Boa chave para entender por que o governo não consegue ter uma políca ambiental que se possa levar a sério é o discurso do presidente Lula na Reserva Extrativista do Cassurubá.

12 de junho de 2009 · 15 anos atrás
  • Marcos Sá Corrêa

    Jornalista e fotógrafo. Formou-se em História e escreve na revista Piauí e no jornal O Estado de S. Paulo. Foi editor de Veja...

Ponha-se no colete do ministro Carlos Minc. Titular do Meio Ambiente, num governo que não é ambiente para essas coisas. Cercado de ministros hostis. O da Agricultura em campanha aberta pela desobediência do campo ao Código Florestal. O dos Transportes querendo asfaltar estrada na Amazônia sem licença ambiental. O de Assuntos Estratégicos garantindo, em inglês, que se a humanidade acabar com este planeta estará tecnologicamente habilitada a colonizar outros mundos.
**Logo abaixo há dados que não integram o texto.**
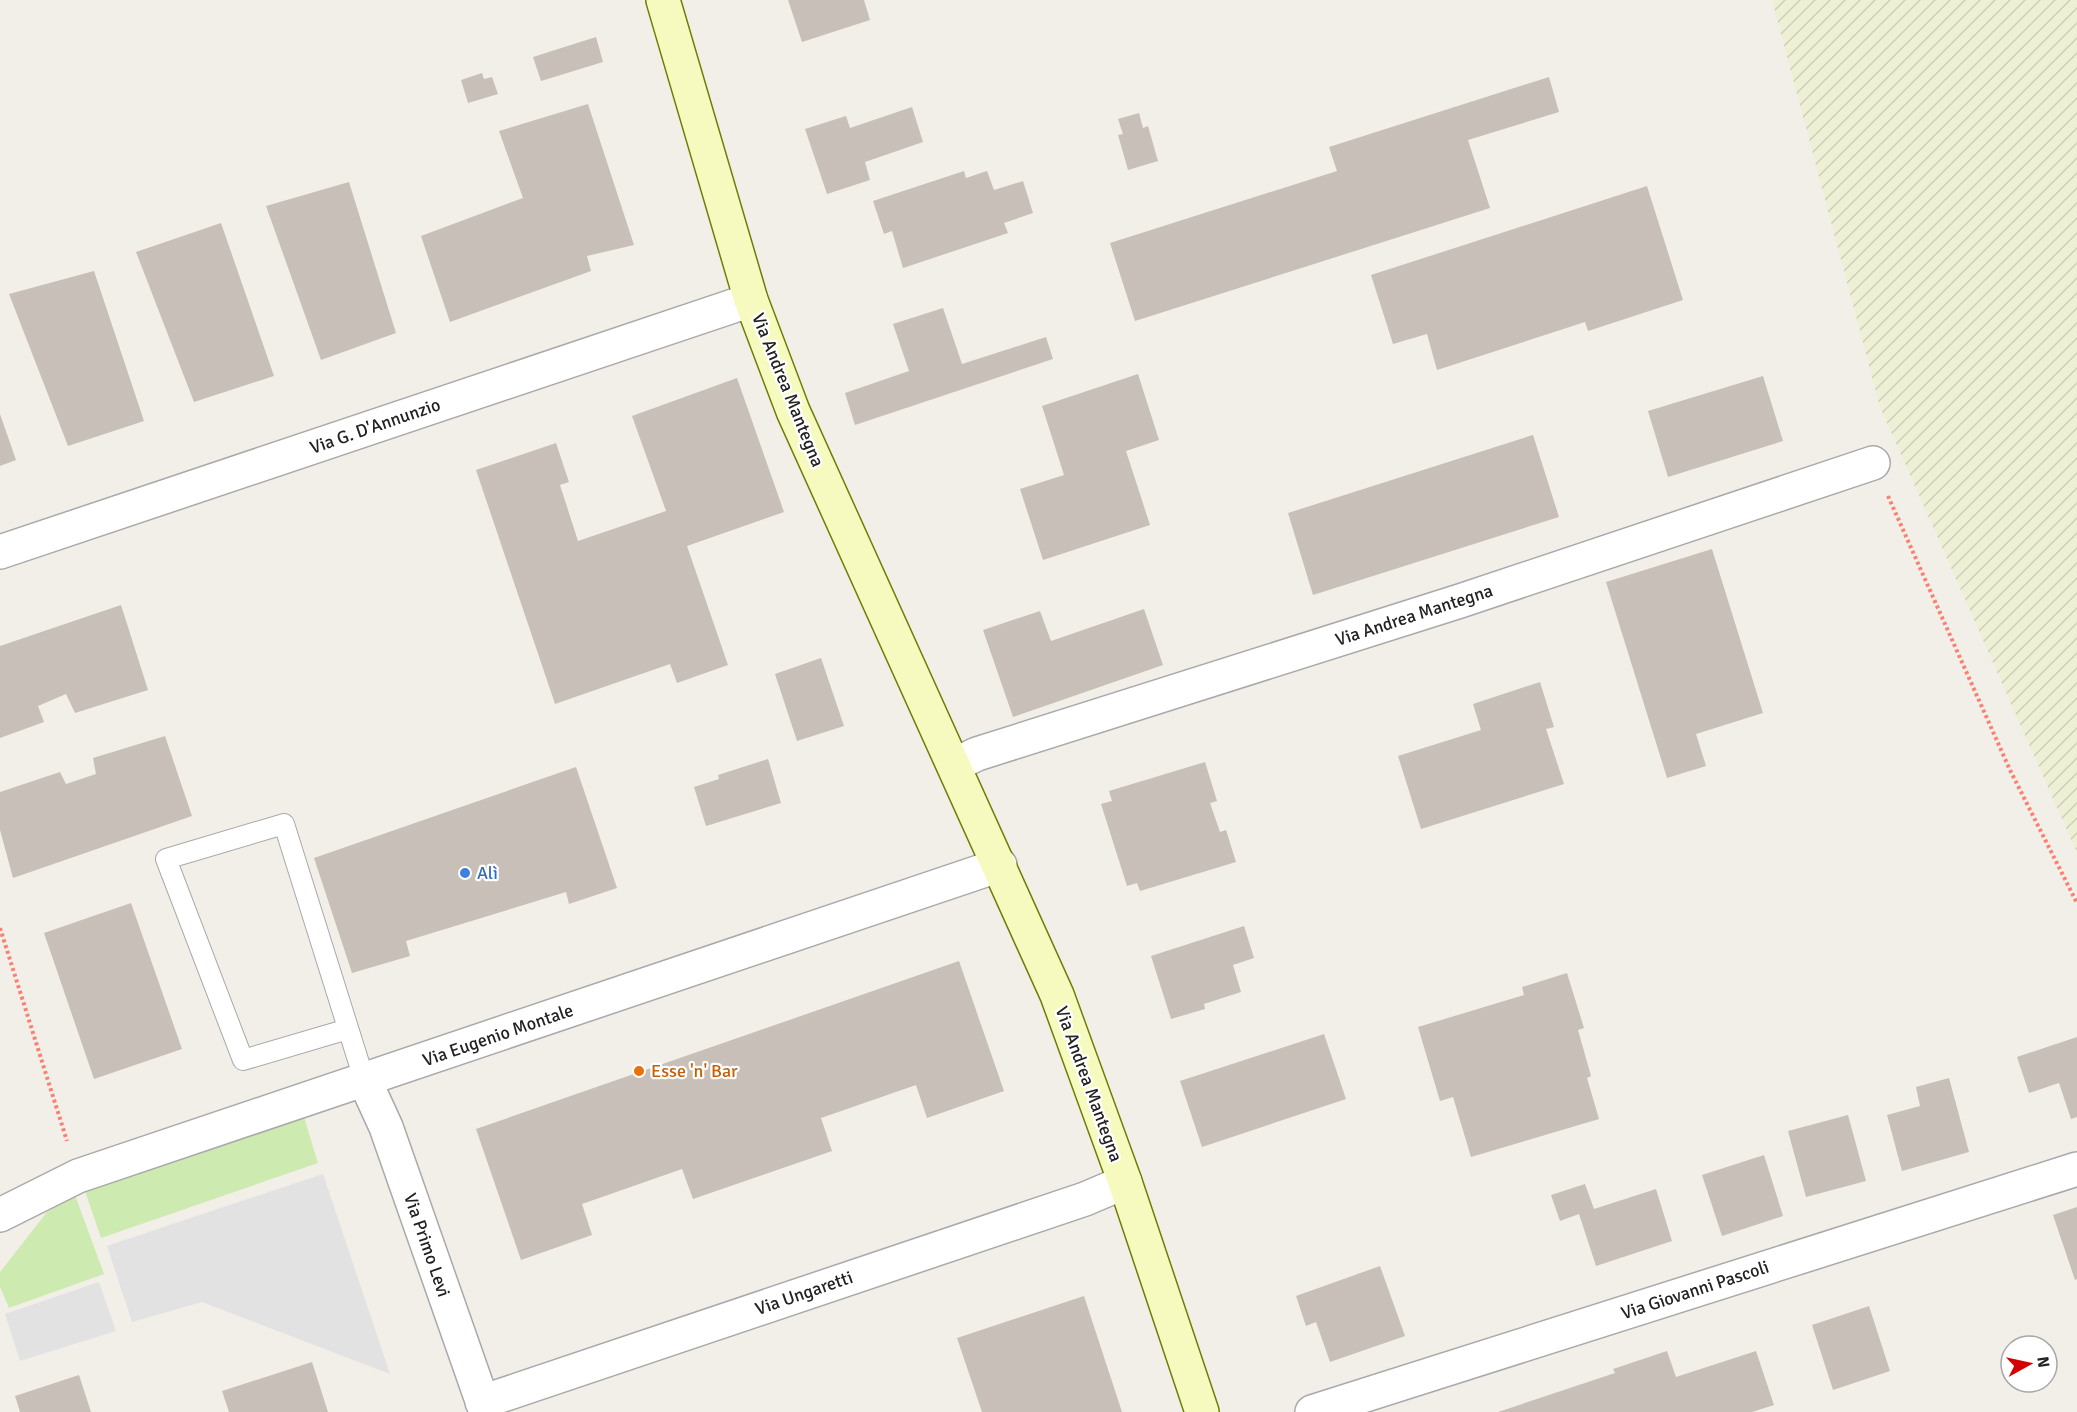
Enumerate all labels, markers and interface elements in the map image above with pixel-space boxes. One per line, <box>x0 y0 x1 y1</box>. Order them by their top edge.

E aí vem na sexta-feira passada o Dia do Meio Ambiente. O “seu” dia. Comemorado com a criação de três reservas extrativistas e de um monumento natural, como se fosse para marcar a era de recuos táticos que acabou com a tinta para fazer parques nacionais e outros modelos de conservação estrita na caneta do ministro.

Lula lá

Mas nem por isso deixava de ser uma boa data para sair da frigideira, subindo no palanque. E Minc montou uma festa no sul da Bahia, com a presenta do presidente Lula. Os jornalistas interessados em esquentar o dendê do ministro apostaram que Lula não compareceria. Ele fez pior. Compareceu, e chegou à solenidade soltando o verbo.

Foi lá para dizer que “é preciso discutir com mais seriedade a questão ambiental” e acabar com o “discurso simplista” em favor da natureza. O dele, juntando mais ou menos 3.500 palavras por associação livre, foi sem dúvida complexo. Teve de tudo. Desde a previsão de que o regime da terra arrasada pode inviabilizar a vida humana “daqui a 1 milhão de anos, daqui a 100 anos”, ao anúncio de que o pau-brasil “está extinto”, sem que os botânicos até agora tivessem notado. 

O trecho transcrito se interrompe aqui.